Dick Thornburgh served as Governor of Pennsylvania, Attorney General of the United States, and Under-Secretary General of the United Nations during a public career that spanned over twenty-five years. He is currently counsel to the international law firm of Kirkpatrick & Lockhart Nicholson Graham LLP, resident in its Washington, D.C. office. During his tenure at the United Nations, he was in charge of personnel, budget and finance matters. His 1993 report to the secretary-general on reform, restructuring, and streamlining the organization was widely praised. He has more recently served as a consultant to the United Nations and the World Bank on anti-corruption activities. He has traveled widely, visiting with governmental and business leaders in over 40 countries. During his service as Attorney General, he established strong ties with law enforcement agencies around the world to help combat drug trafficking, money laundering, terrorism and international white-collar crime. He served as the court-appointed examiner in the WorldCom bankruptcy proceedings, the largest ever filed, to report on wrongdoing and malfeasance that led to that company’s downfall. More recently, he was chosen by CBS News to conduct an investigation into a 60 Minutes Wednesday report on President George W. Bush’s service in the Texas Air National Guard. Thornburgh’s autobiography, Where the Evidence Leads, was published by the University of Pittsburgh Press in September 2003.

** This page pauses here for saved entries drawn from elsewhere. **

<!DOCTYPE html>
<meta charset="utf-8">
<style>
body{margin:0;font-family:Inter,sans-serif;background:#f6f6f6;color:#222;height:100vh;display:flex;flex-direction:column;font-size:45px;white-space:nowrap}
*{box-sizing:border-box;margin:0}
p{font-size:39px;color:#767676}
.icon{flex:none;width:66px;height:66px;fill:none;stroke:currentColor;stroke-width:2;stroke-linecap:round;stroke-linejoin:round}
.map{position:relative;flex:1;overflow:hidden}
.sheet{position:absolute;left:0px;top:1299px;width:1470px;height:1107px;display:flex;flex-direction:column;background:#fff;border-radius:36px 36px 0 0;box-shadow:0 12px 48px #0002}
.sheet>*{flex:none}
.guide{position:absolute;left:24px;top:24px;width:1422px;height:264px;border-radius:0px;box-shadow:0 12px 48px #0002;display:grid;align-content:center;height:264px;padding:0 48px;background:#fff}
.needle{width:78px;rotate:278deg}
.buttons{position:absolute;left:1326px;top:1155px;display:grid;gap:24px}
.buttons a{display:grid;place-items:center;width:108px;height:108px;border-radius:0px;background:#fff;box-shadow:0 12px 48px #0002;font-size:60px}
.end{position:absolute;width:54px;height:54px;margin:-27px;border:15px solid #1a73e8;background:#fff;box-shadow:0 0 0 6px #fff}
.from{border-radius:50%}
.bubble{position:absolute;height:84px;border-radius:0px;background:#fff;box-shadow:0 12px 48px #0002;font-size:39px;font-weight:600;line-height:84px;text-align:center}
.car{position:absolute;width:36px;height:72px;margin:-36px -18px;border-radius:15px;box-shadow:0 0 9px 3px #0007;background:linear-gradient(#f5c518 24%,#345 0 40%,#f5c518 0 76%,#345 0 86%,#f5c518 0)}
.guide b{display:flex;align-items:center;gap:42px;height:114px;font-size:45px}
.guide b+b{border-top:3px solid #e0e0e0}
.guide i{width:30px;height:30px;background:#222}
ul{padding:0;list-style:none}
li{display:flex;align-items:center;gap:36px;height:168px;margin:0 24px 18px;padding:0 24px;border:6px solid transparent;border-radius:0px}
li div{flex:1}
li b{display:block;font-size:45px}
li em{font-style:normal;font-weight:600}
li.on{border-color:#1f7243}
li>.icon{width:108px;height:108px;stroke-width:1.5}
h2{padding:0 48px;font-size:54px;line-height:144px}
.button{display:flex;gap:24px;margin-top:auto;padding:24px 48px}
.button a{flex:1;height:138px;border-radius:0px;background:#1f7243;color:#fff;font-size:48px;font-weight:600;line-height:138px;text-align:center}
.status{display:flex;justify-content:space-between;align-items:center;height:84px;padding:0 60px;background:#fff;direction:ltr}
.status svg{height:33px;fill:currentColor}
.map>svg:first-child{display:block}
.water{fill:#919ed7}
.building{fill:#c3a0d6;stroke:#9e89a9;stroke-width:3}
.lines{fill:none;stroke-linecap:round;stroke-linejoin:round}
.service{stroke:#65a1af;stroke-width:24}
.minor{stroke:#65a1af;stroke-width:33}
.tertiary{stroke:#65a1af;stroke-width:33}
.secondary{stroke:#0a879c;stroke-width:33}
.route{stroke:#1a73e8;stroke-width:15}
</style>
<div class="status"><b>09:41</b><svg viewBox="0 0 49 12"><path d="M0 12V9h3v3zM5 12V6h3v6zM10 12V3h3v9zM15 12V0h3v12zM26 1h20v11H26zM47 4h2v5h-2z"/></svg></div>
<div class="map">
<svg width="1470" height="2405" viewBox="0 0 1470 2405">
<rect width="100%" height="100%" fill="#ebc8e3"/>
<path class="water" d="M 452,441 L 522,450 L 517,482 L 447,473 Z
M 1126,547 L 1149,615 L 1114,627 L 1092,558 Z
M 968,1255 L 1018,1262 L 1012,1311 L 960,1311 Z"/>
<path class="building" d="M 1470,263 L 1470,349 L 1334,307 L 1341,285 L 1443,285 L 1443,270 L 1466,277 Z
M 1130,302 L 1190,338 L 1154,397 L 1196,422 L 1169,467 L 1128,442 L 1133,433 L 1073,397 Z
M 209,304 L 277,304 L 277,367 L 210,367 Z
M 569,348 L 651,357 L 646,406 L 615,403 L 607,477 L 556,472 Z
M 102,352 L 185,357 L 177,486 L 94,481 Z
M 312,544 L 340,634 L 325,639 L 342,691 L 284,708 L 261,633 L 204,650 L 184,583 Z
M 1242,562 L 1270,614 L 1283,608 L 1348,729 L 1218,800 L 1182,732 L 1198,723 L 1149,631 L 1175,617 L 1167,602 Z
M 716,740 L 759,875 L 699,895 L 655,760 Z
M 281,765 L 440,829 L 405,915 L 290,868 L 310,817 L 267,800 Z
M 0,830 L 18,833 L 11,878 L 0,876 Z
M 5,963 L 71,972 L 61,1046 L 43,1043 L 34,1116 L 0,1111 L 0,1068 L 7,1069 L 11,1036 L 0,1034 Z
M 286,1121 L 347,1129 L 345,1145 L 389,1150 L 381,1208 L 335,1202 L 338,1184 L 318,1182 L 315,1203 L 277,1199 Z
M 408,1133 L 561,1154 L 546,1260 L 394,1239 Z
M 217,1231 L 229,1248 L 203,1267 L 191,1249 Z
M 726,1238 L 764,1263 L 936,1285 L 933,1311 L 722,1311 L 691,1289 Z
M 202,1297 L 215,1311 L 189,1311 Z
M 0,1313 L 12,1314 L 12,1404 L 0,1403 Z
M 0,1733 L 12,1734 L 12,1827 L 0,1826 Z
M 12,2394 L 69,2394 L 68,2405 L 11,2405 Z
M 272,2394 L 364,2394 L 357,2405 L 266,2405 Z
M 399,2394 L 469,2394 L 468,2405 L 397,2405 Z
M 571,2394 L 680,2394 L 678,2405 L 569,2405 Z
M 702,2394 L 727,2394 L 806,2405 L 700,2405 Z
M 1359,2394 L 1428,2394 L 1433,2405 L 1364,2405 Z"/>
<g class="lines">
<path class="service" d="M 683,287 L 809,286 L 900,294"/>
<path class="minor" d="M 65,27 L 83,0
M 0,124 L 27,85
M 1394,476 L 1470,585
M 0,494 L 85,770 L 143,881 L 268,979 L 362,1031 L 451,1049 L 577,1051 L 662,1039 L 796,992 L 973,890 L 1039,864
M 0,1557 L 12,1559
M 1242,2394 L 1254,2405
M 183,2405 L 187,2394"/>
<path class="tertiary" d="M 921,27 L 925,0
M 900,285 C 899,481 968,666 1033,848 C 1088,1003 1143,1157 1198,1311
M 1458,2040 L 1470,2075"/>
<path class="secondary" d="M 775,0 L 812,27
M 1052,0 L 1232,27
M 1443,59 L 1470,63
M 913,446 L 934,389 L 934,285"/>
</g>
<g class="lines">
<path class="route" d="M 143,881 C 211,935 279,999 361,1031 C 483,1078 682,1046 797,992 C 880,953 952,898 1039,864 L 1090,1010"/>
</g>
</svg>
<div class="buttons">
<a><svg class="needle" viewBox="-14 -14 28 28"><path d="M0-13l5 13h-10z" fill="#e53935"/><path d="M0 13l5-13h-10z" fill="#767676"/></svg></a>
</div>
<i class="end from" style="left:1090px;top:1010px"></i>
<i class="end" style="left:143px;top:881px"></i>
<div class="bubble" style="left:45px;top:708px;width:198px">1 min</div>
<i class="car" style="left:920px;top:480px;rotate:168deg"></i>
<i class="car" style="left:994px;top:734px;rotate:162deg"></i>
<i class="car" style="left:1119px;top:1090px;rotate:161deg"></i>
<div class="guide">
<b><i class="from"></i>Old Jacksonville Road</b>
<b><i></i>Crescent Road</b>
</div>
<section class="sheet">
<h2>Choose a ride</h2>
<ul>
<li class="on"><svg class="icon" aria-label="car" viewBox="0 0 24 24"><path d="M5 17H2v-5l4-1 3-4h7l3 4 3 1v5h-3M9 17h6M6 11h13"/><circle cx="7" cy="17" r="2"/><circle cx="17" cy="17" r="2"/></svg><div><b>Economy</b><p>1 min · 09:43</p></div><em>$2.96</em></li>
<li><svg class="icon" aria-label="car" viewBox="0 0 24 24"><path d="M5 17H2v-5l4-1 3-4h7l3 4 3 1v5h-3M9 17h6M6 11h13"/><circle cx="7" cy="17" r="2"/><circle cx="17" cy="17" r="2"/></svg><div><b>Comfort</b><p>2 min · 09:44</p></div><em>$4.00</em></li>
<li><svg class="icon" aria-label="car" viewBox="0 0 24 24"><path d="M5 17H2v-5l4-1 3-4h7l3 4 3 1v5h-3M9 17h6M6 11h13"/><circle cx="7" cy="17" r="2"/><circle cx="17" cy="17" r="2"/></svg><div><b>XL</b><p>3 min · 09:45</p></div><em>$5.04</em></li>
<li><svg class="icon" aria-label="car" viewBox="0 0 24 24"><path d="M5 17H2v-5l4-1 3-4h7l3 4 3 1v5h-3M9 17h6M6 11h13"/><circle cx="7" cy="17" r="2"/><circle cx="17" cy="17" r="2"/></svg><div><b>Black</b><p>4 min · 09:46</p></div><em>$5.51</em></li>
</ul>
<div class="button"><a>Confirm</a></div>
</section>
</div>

Vance Serchuk is a research fellow in foreign policy studies at AEI, where he studies international organizations and the overlap between U.S. strategic interests and development policy. Previously he was a research associate at AEI, coordinating its defense and security policy program. He has also worked as a consultant for the Project for the New American Century and the Nonproliferation Policy Education Center. Before joining AEI, Mr. Serchuk was a Fulbright scholar in the Russian Federation. His writings have appeared in the Washington Post, Wall Street Journal, Los Angeles Times, The Weekly Standard, New York Sun, The Forward, and other publications.